To evaluate usefulness of non-physician health workers (NPHW) to improve adherence to medications and lifestyles following acute coronary syndrome (ACS).

Methods

We randomized 100 patients at hospital discharge following ACS to NPHW intervention (n = 50) or standard care (n = 50) in an open label study. NPHW was trained for interventions to improve adherence to medicines – antiplatelets, β-blockers, renin–angiotensin system (RAS) blockers and statins and healthy lifestyles. Intervention lasted 12 months with passive follow-up for another 12. Both groups were assessed for adherence using a standardized questionnaire.

Results

ST elevation myocardial infarction (STEMI) was in 49 and non-STEMI in 51, mean age was 59.0 ± 11 years. 57% STEMI were thrombolyzed. On admission majority were physically inactive (71%), consumed unhealthy diets (high fat 77%, high salt 58%, low fiber 57%) and 21% were smokers/tobacco users. Coronary revascularization was performed in 90% (percutaneous intervention 79%, bypass surgery 11%). Drugs at discharge were antiplatelets 100%, β-blockers 71%, RAS blockers 71% and statins 99%. Intervention and control groups had similar characteristics. At 12 and 24 months, respectively, in intervention vs control groups adherence (>80%) was: anti platelets 92.0% vs 77.1% and 83.3% vs 40.9%, β blockers 97.2% vs 90.3% and 84.8% vs 45.0%), RAS blockers 95.1% vs 82.3% and 89.5% vs 46.1%, and statins 94.0% vs 70.8% and 87.5% vs 29.5%; smoking rates were 0.0% vs 12.5% and 4.2% vs 20.5%, regular physical activity 96.0% vs 50.0%, and 37.5% vs 34.1%, and healthy diet score 5.0 vs 3.0, and 4.0 vs 2.0 (p < 0.01 for all).
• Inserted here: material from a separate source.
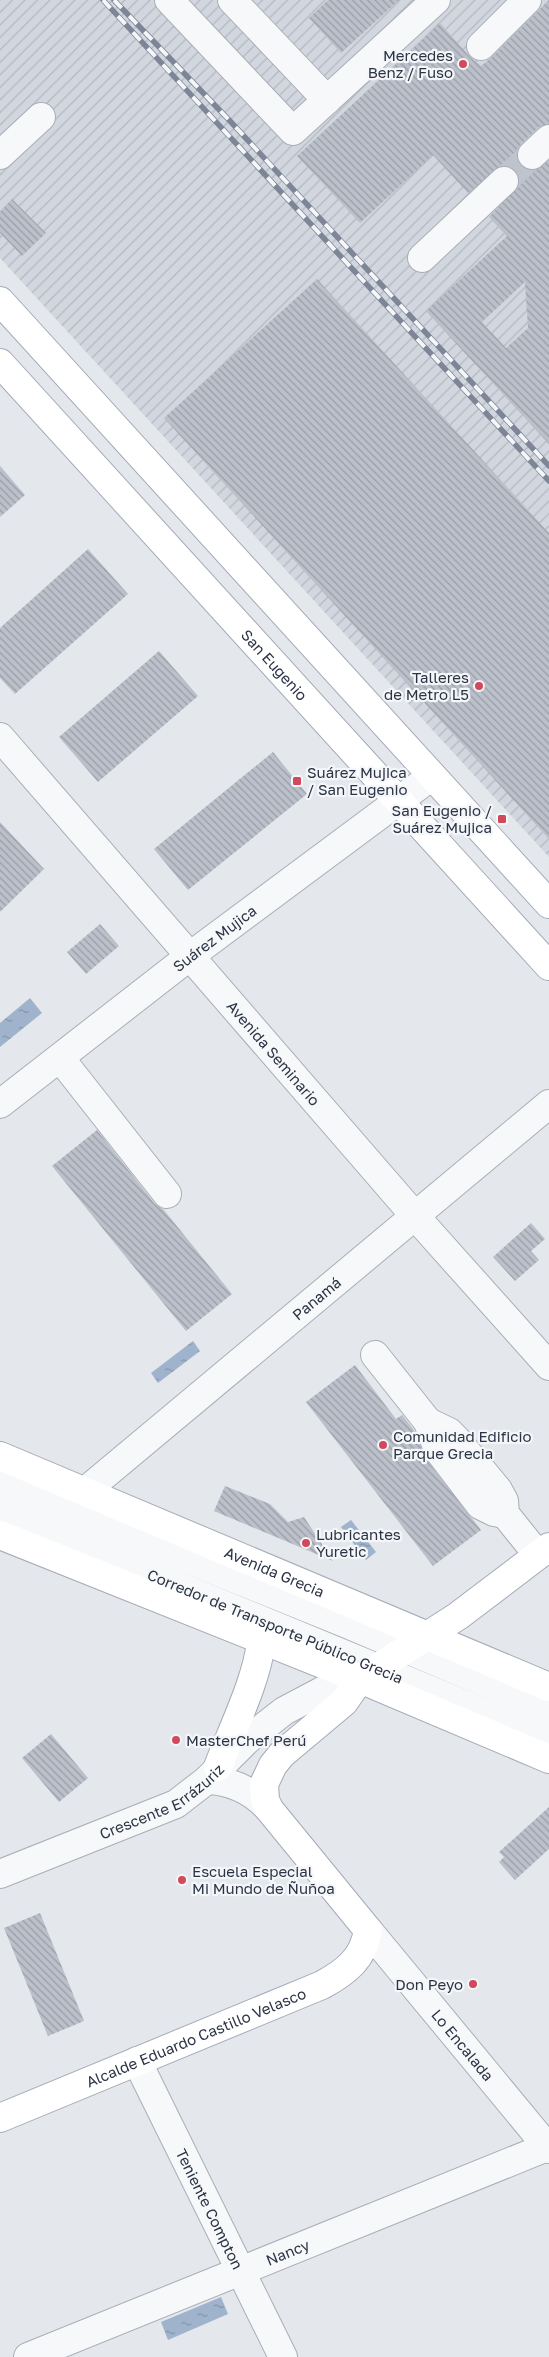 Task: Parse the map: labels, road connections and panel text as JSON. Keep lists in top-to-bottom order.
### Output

Intervention vs standard group at 12 months had significantly lower mean systolic BP, heart rate, body mass index, waist:hip ratio, total cholesterol, triglyceride, and LDL cholesterol (p < 0.01).

Conclusions

NPHW-led educational intervention for 12 months improved adherence to evidence based medicines and healthy lifestyles. Efficacy continued for 24 months with attrition.